* _Work item_
Give back each entry unchanged, minus pictures.

* _Available data_
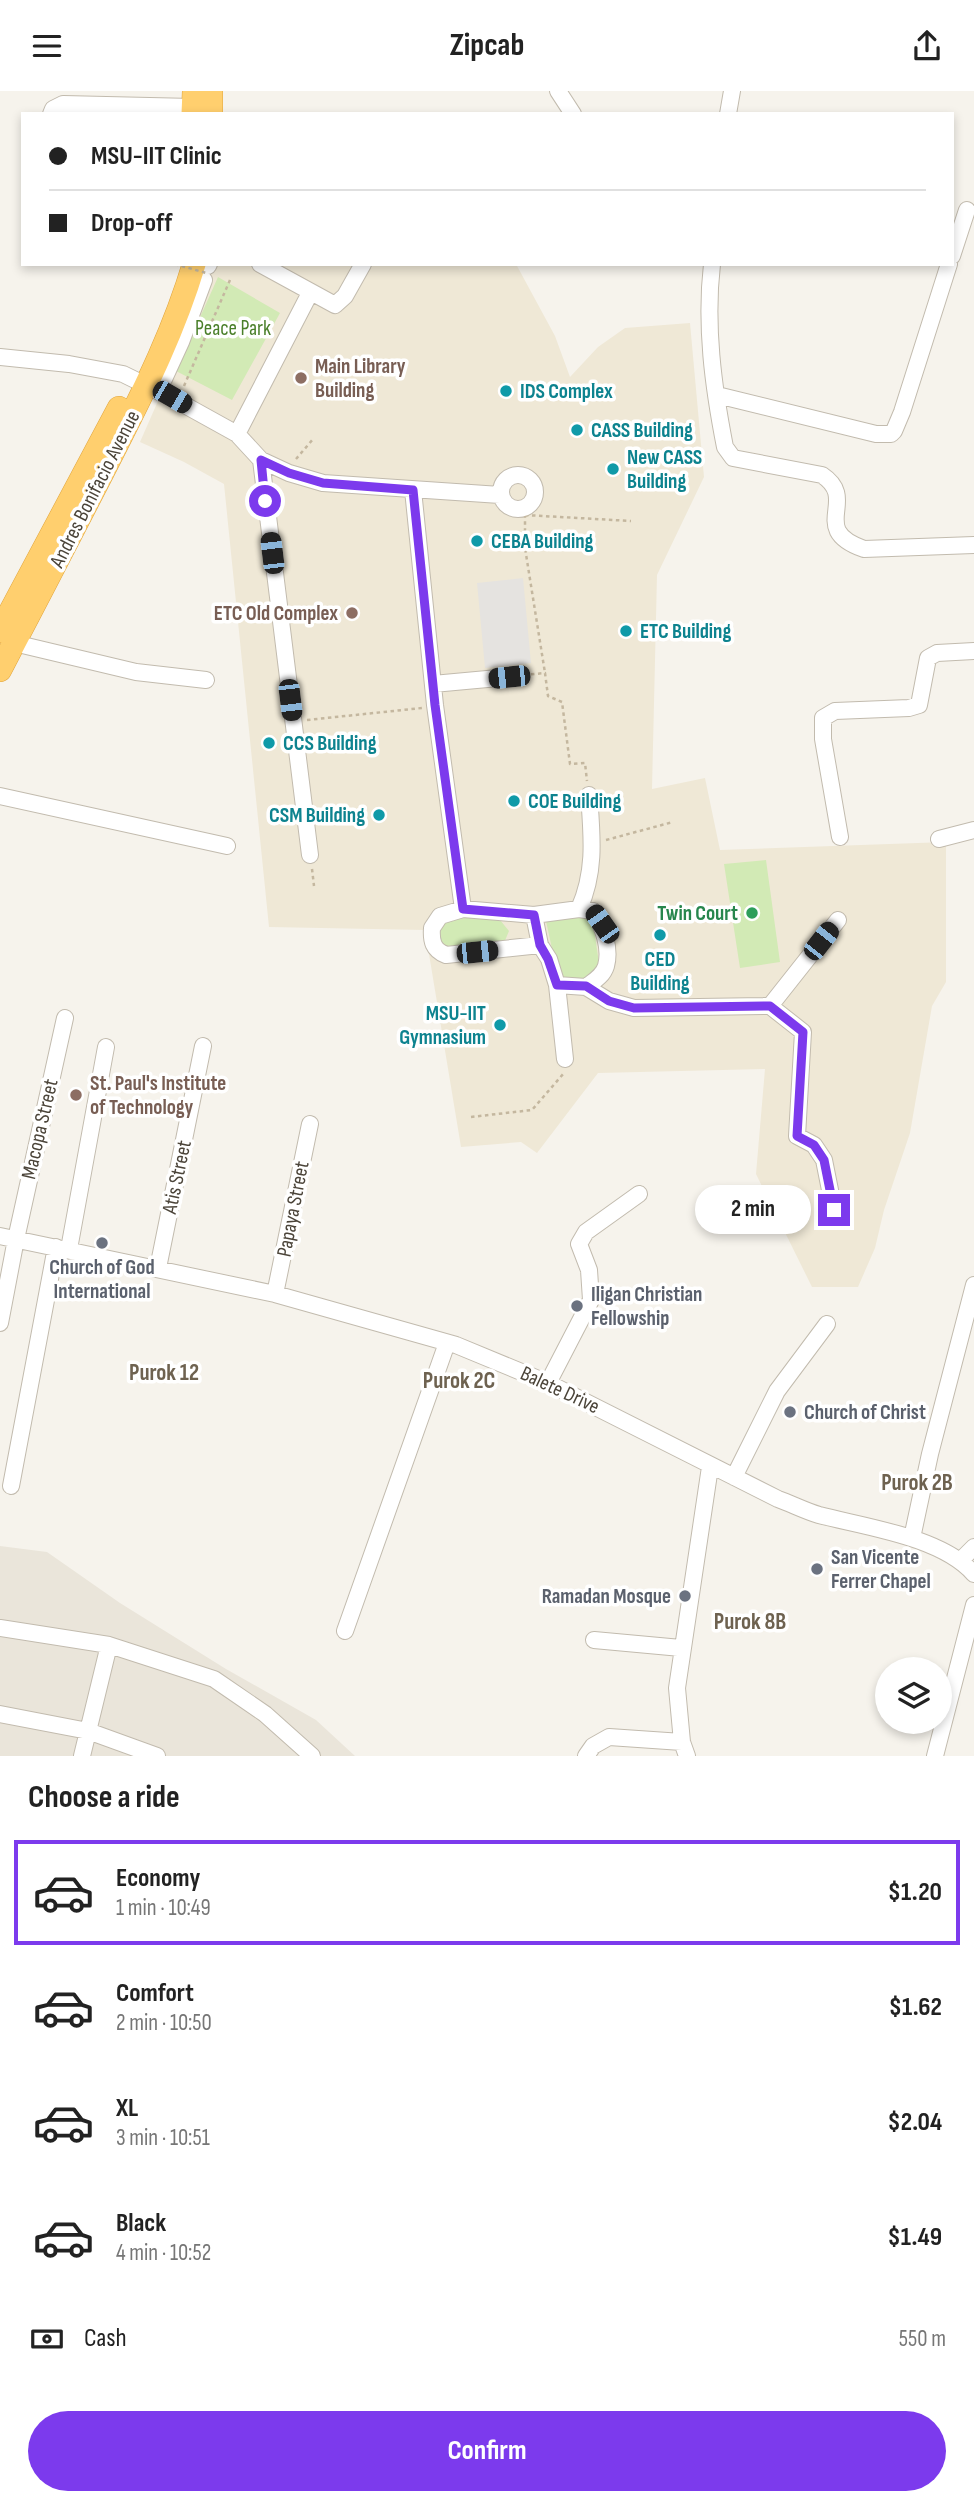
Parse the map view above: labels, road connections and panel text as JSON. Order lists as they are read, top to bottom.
{
  "streets": {
    "highway": ["Andres Bonifacio Avenue"],
    "street": [
      "Macopa Street",
      "Atis Street",
      "Papaya Street",
      "Balete Drive"
    ]
  },
  "crossings": [
    ["Macopa Street", "Balete Drive"],
    ["Atis Street", "Balete Drive"],
    ["Papaya Street", "Balete Drive"]
  ],
  "districts": [
    "Purok 12",
    "Purok 2C",
    "Purok 2B",
    "Purok 8B"
  ],
  "parks": ["Peace Park"],
  "places": [
    "Main Library Building",
    "IDS Complex",
    "CASS Building",
    "New CASS Building",
    "CEBA Building",
    "ETC Old Complex",
    "ETC Building",
    "CCS Building",
    "COE Building",
    "CSM Building",
    "Twin Court",
    "CED Building",
    "MSU-IIT Gymnasium",
    "St. Paul's Institute of Technology",
    "Church of God International",
    "Iligan Christian Fellowship",
    "Church of Christ",
    "San Vicente Ferrer Chapel",
    "Ramadan Mosque"
  ],
  "page": {
    "header": "Zipcab",
    "banner": ["MSU-IIT Clinic", "Drop-off"],
    "bubble": "2 min",
    "heading": "Choose a ride",
    "list": [
      {
        "name": "Economy",
        "note": "1 min · 10:49",
        "value": "$1.20"
      },
      {
        "name": "Comfort",
        "note": "2 min · 10:50",
        "value": "$1.62"
      },
      {
        "name": "XL",
        "note": "3 min · 10:51",
        "value": "$2.04"
      },
      {
        "name": "Black",
        "note": "4 min · 10:52",
        "value": "$1.49"
      }
    ],
    "pay": ["Cash", "550 m"],
    "buttons": "Confirm"
  }
}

* _Output below_
Parse the map view above: labels, road connections and panel text as JSON. Order lists as they are read, top to bottom.
{
  "streets": {
    "highway": ["Andres Bonifacio Avenue"],
    "street": [
      "Macopa Street",
      "Atis Street",
      "Papaya Street",
      "Balete Drive"
    ]
  },
  "crossings": [
    ["Macopa Street", "Balete Drive"],
    ["Atis Street", "Balete Drive"],
    ["Papaya Street", "Balete Drive"]
  ],
  "districts": [
    "Purok 12",
    "Purok 2C",
    "Purok 2B",
    "Purok 8B"
  ],
  "parks": ["Peace Park"],
  "places": [
    "Main Library Building",
    "IDS Complex",
    "CASS Building",
    "New CASS Building",
    "CEBA Building",
    "ETC Old Complex",
    "ETC Building",
    "CCS Building",
    "COE Building",
    "CSM Building",
    "Twin Court",
    "CED Building",
    "MSU-IIT Gymnasium",
    "St. Paul's Institute of Technology",
    "Church of God International",
    "Iligan Christian Fellowship",
    "Church of Christ",
    "San Vicente Ferrer Chapel",
    "Ramadan Mosque"
  ],
  "page": {
    "header": "Zipcab",
    "banner": ["MSU-IIT Clinic", "Drop-off"],
    "bubble": "2 min",
    "heading": "Choose a ride",
    "list": [
      {
        "name": "Economy",
        "note": "1 min · 10:49",
        "value": "$1.20"
      },
      {
        "name": "Comfort",
        "note": "2 min · 10:50",
        "value": "$1.62"
      },
      {
        "name": "XL",
        "note": "3 min · 10:51",
        "value": "$2.04"
      },
      {
        "name": "Black",
        "note": "4 min · 10:52",
        "value": "$1.49"
      }
    ],
    "pay": ["Cash", "550 m"],
    "buttons": "Confirm"
  }
}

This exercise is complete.